[R-sig-hpc] Unreproducable crashes of R-instances on cluster running Torque

Rainer M. Krug Rainer at krugs.de
Mon May 13 10:08:34 CEST 2013

Simon Urbanek <simon.urbanek at r-project.org> writes:

> On May 2, 2013, at 9:46 AM, Till Francke wrote:
>> Dear Sean,
>> thanks for your suggestions in spite of my obscure descriptions. I'll try to clarify some points:
>>> R messages about "memory allocation problems"
>>> usually mean that your code is asking for more memory than is
>>> available on the machine.
>> I get things like
>> 	Error: cannot allocate vector of size 304.6 Mb
>> However, the jobs are started with the Torque option
>> 	#PBS -l mem=3gb
>> When I submit this job alone, everything works like a charm, so 3 gb seem to suffice, right?
> No, the 300MB are *in addition* to all other memory allocated by R -
> probably very close to the 3Gb. Also note that mem is total memory
> over all, not per process, so some may get very little (I don't use
> Torque, though so this is just based on the docs).

If I remember correctly, memory fragmentation plays an important role
for R (still in version 3.0.0?), so that one continuous memory block
needs to be available to be used - otherwise one can get these error
messages even if enough memory is available, but fragmented in smaller
blocks (or does torque take care of memory fragmentation?)

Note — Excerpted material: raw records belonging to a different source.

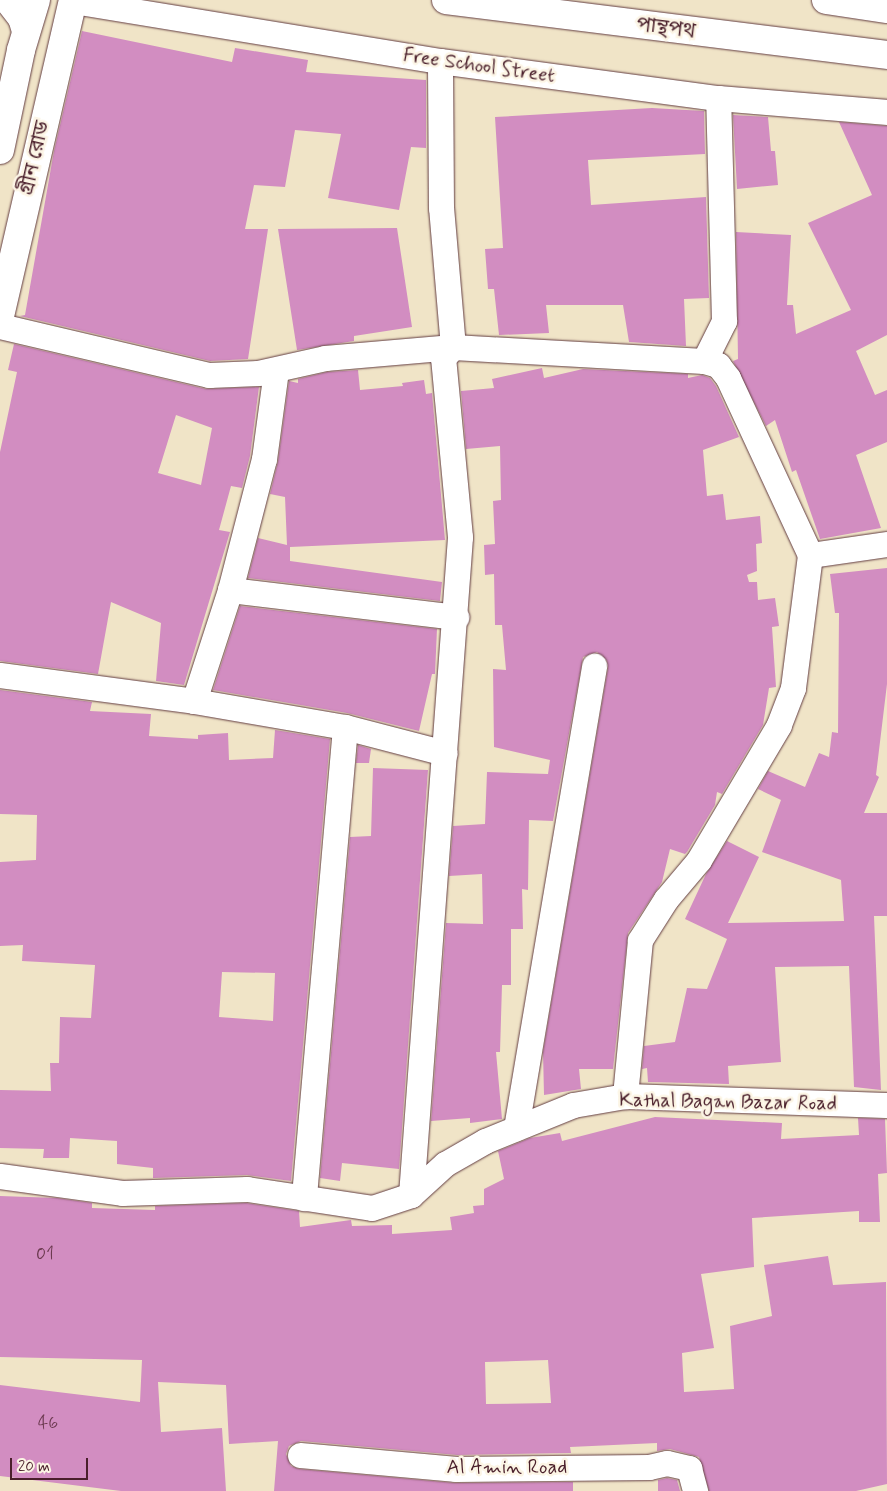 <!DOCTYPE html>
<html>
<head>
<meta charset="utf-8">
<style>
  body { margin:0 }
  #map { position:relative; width:887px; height:1491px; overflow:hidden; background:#f0e4c7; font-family:Mynerve,"Noto Sans Bengali",sans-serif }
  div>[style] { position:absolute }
  .building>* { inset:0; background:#d28dc1 }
  .roads { filter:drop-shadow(0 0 1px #633d42) drop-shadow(0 0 1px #633d42) }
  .minor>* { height:25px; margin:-12.5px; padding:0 12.5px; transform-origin:12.5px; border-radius:12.5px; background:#fff }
  .secondary>* { height:28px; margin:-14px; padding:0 14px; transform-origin:14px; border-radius:14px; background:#fff }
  span { translate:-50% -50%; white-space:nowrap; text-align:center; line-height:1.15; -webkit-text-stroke:5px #fcf5e5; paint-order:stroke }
  .number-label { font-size:18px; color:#6c3a50 }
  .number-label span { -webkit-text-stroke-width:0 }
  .street-label { font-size:20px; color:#4a1f2b }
  .scale { position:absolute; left:10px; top:1458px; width:78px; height:22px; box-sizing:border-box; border:2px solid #4a1f2b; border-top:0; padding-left:6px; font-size:15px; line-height:18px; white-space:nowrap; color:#4a1f2b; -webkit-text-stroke:4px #fcf5e5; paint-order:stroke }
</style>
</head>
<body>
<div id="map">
  <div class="building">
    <i style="clip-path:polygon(82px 31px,232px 62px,235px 48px,308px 60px,306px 72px,426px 80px,426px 148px,411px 147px,399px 210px,328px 198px,341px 134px,295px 130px,285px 187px,254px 185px,245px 229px,268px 229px,248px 359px,210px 361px,20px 316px,25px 315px,54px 151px)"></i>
    <i style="clip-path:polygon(652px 108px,704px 111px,705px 154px,588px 160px,591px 205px,706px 197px,709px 298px,684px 299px,686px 346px,629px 342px,623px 305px,546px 305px,549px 333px,499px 335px,494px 289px,488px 289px,485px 249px,503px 248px,495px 117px)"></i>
    <i style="clip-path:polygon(733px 115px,768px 117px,771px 151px,775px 151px,778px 185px,737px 189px)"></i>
    <i style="clip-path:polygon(839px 122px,887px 126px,887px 335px,856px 351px,875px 395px,887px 390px,887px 442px,856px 455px,881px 528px,820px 539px,796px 470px,792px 472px,775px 420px,766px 426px,733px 361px,738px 359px,736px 232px,791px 235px,787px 305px,793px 305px,796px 334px,851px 310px,808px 223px,872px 195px)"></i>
    <i style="clip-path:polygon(397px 228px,412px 327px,354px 336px,354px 341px,297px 350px,278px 229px)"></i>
    <i style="clip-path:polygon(evenodd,14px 344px,206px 389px,259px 387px,250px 456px,242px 488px,231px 486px,219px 530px,230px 532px,184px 685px,156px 681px,161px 623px,111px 602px,98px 674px,0 661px,0 452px,17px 372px,8px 370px,14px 344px,176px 415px,212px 428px,201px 485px,158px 473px,176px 415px)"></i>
    <i style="clip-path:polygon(542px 368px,544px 378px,583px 369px,688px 374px,688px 378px,702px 375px,710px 378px,716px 386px,739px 437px,703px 450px,707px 496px,723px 494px,726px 520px,760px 516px,762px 543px,756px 544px,757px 571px,747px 575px,749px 582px,757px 582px,758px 600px,775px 598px,779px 626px,772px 627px,776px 687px,769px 688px,763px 725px,722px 794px,717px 792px,715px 805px,687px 852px,685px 854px,670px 849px,662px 882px,628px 933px,613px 1069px,579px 1069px,581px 1089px,544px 1095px,543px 1052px,608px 668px,607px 661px,597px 652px,583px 657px,553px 821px,529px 820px,528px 890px,522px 889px,523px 929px,511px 929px,511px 985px,502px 985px,500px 1052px,496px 1052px,502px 1119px,470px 1123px,470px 1118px,431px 1121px,446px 923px,483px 924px,482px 874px,449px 876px,453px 826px,485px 824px,487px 772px,548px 774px,550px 760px,494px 747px,493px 669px,506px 670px,502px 625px,495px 625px,494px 574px,485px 575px,484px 545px,495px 544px,493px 501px,501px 500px,500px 446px,466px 449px,461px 391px,494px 388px,492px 379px)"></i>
    <i style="clip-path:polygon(358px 370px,360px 390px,403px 386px,402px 383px,424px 380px,426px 394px,432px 393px,445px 540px,290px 547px,290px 561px,442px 582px,440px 601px,248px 578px,258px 538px,287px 545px,285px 497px,270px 494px,278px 461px,289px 381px,298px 383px,298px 379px,327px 372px)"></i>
    <i style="clip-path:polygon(887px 568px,887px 684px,876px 775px,879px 777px,864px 813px,887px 813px,887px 916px,874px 916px,881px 1090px,854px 1087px,849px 966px,775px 967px,781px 1062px,728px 1066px,729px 1084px,648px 1082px,647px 1068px,642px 1069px,644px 1046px,675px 1042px,687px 988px,707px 989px,727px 939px,685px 919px,706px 874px,727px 841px,759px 857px,728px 923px,844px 921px,841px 880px,762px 852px,781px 800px,758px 789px,768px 771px,805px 787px,819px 753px,829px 757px,832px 732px,838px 733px,839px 613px,835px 613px,830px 574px)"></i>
    <i style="clip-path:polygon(240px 606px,437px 629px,435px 674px,432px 674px,419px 731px,347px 713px,213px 690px)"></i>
    <i style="clip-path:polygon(evenodd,0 690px,92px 702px,90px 711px,151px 714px,149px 736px,198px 739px,198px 735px,228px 733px,229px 760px,273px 758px,275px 730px,330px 739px,291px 1181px,247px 1175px,153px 1178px,153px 1168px,117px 1164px,117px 1141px,70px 1138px,69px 1158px,43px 1158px,44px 1149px,0 1148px,0 1090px,51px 1091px,50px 1063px,59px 1063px,60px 1017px,91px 1018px,95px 965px,22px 961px,23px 945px,0 946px,0 862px,36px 860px,37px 815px,0 814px,0 690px,222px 972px,275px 973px,273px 1021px,219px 1017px,222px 972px)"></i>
    <i style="clip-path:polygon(358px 745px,371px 749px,369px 763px,356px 763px)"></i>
    <i style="clip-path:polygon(373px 768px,428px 770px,399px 1169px,342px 1163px,340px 1181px,320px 1178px,350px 837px,371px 836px)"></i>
    <i style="clip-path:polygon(evenodd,655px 1117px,782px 1123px,781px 1139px,859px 1135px,858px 1118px,885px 1119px,887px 1173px,878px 1174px,880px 1222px,859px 1222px,859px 1211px,752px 1218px,754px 1267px,701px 1274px,714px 1348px,682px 1353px,684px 1392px,734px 1389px,730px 1326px,772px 1316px,764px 1265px,828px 1256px,833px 1285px,886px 1282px,887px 1484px,856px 1491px,709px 1491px,699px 1457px,670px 1449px,657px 1451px,657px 1443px,570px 1447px,571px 1453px,457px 1455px,301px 1441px,289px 1446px,286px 1454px,291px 1466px,299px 1469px,455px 1483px,573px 1482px,573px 1491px,274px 1491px,278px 1441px,229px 1444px,226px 1385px,158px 1382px,161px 1432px,222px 1428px,226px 1491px,121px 1491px,0 1476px,0 1385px,140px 1402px,142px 1360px,0 1357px,0 1196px,57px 1198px,92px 1203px,92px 1208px,155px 1210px,155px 1206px,246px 1203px,299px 1211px,300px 1227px,351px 1220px,352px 1226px,392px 1225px,392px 1234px,452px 1230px,450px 1217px,474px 1213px,473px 1206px,484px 1205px,484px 1189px,504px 1179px,498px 1151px,530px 1138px,560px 1133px,562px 1141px,655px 1117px,548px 1360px,551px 1403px,486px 1404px,485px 1362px,548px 1360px)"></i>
    <i style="clip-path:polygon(667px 1478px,677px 1480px,680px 1491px,658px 1491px,658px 1480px)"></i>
  </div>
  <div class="roads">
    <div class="minor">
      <i style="left:73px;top:1px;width:372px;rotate:9.3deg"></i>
      <i style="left:440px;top:61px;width:280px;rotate:7.6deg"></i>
      <i style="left:718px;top:98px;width:170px;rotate:4.7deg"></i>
      <i style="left:0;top:326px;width:215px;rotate:13.2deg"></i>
      <i style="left:209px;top:375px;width:49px;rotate:-2.3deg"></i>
      <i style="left:258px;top:373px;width:69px;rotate:-12.6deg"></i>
      <i style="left:325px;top:358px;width:128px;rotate:-4.9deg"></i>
      <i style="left:453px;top:347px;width:251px;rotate:3.2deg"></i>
      <i style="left:704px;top:361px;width:15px;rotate:16deg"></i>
      <i style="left:718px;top:365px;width:16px;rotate:52deg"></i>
      <i style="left:728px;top:378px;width:195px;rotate:65.1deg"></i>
      <i style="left:810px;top:555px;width:134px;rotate:97.3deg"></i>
      <i style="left:793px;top:688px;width:40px;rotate:111deg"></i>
      <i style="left:779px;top:725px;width:157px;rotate:120.7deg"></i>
      <i style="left:699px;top:860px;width:51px;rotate:130.2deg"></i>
      <i style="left:666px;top:899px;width:49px;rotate:122.4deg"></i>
      <i style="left:640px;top:940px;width:157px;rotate:95.5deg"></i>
      <i style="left:704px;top:361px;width:45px;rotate:-63.4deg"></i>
      <i style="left:724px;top:321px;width:223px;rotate:-91.5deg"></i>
      <i style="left:810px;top:555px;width:78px;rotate:-8.1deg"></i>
      <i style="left:230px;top:590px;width:228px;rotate:6.8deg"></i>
      <i style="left:0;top:675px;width:196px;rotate:7.6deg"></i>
      <i style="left:194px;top:701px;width:153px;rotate:9.8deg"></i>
      <i style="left:345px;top:727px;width:473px;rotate:95deg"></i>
      <i style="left:194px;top:701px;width:117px;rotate:-72deg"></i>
      <i style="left:230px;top:590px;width:135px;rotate:-75.5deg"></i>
      <i style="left:264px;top:459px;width:90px;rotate:-82.3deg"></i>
      <i style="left:345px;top:727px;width:103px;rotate:14.6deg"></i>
      <i style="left:516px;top:1128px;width:469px;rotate:-80.4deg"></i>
      <i style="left:0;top:1176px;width:123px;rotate:7.9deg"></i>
      <i style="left:122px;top:1193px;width:125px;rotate:-1.8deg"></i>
      <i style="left:247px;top:1189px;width:126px;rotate:8.6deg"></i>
      <i style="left:372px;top:1208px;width:41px;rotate:-18.4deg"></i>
      <i style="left:411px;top:1195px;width:46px;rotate:-42.4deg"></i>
      <i style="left:445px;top:1164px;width:46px;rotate:-29.9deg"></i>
      <i style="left:485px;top:1141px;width:95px;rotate:-22.2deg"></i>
      <i style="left:573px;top:1105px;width:53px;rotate:-9.8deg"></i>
      <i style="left:625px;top:1096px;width:262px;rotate:2deg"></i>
      <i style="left:411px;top:1195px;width:660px;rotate:-85.74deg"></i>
      <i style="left:460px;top:537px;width:180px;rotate:-95.4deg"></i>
      <i style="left:443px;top:358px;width:15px;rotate:-48deg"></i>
      <i style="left:453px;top:347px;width:140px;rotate:-94.9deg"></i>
      <i style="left:441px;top:208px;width:147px;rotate:-90.4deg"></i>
      <i style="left:300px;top:1455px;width:157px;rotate:5.1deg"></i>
      <i style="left:456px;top:1469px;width:193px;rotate:-0.6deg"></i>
      <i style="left:649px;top:1467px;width:18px;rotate:-13deg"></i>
      <i style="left:667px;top:1463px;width:23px;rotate:13deg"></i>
      <i style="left:689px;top:1468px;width:24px;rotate:75deg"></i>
    </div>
    <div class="secondary">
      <i style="left:8px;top:0;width:23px;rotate:52deg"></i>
      <i style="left:22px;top:18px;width:14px;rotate:73deg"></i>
      <i style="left:446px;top:0;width:444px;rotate:7.1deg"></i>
      <i style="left:826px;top:0;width:62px;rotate:8.4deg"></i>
      <i style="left:0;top:150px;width:102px;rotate:-78.1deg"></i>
      <i style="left:21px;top:50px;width:52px;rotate:-73.3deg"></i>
      <i style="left:0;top:316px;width:324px;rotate:-77deg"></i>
    </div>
  </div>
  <div class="number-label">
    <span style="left:45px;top:1254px">01</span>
    <span style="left:48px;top:1423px">46</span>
  </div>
  <div class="street-label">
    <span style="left:666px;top:28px;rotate:7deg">পান্থপথ</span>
    <span style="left:479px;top:66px;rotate:8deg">Free School Street</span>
    <span style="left:35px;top:158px;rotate:-77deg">গ্রীন রোড</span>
    <span style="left:728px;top:1102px;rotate:1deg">Kathal Bagan Bazar Road</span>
    <span style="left:507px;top:1467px">Al Amin Road</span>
  </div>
  <div class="scale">20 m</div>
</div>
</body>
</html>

>> With 20 or more jobs, I get the memory message. I assumed Torque
>> would only start a job if the ressources are available, is that a
>> misconception?
>>> By "crashing a node of the cluster", I
>>> suspect you mean that the machine becomes unreachable; this is often
>>> due to the machine swapping large blocks of memory (again, a memory
>>> issue in user code).
>> I cannot tell more precisely; the admin just told me he had to
>> reboot this node. Before that, the entire queue-handling of Torque
>> seemed to have come to a halt.
>>> The scripts will run fine when enough memory is
>>> available.  So, to deal with your problem, monitor memory usage on
>>> running jobs and follow good programming policies regarding memory
>>> usage.
>> If that means being frugal, removing unused objects and
>> preallocation of matrices I've tried my best. Adding some calls to
>> gc() seemed to improve the situation only slightly.
> R does gc automatically when it's running out of memory, so that makes
> no real difference. Sometimes it's useful to code in local scope so
> objects can be collected automatically, but that's all very
> application-specific.
>>> Request larger memory resources if that is an option.  It is
>>> possible that R has a memory leak, but it is rather unlikely this is
>>> the problem. If you still have issues, you may want to provide some error messages
>>> and some sessionInfo() as well as some measure of memory usage.
>> For memory issue, the message above is thrown. For other jobs, the
>> process just terminates without any more output just after having
>> read some large input files.
>> I agree that this is unlikely an R memory leak, however, I am trying
>> to find out what I can still do from my side or if I can point the
>> admin at some Torque configurations problems, which is what I
>> suspect.
>> Has anyone observed similar behaviour and knows a fix?
> It's very easy to run out of memory with parallel jobs. In particular
> if you don't share data across the jobs, you'll end up using a lot of
> memory. People underestimate that aspect even though the math is
> simple - if you have let's say 128GB of RAM which sounds like a lot,
> but run 40 jobs, you'll end up with only ~3Gb per job which is likely
> not enough (at least not the jobs I'm running ;)). Note that things
> like parsing an input file can use quite a bit of memory - it's
> usually a good idea to run a pre-processing step that parses random
> files into binary objects or RData files which can be loaded much more
> efficiently.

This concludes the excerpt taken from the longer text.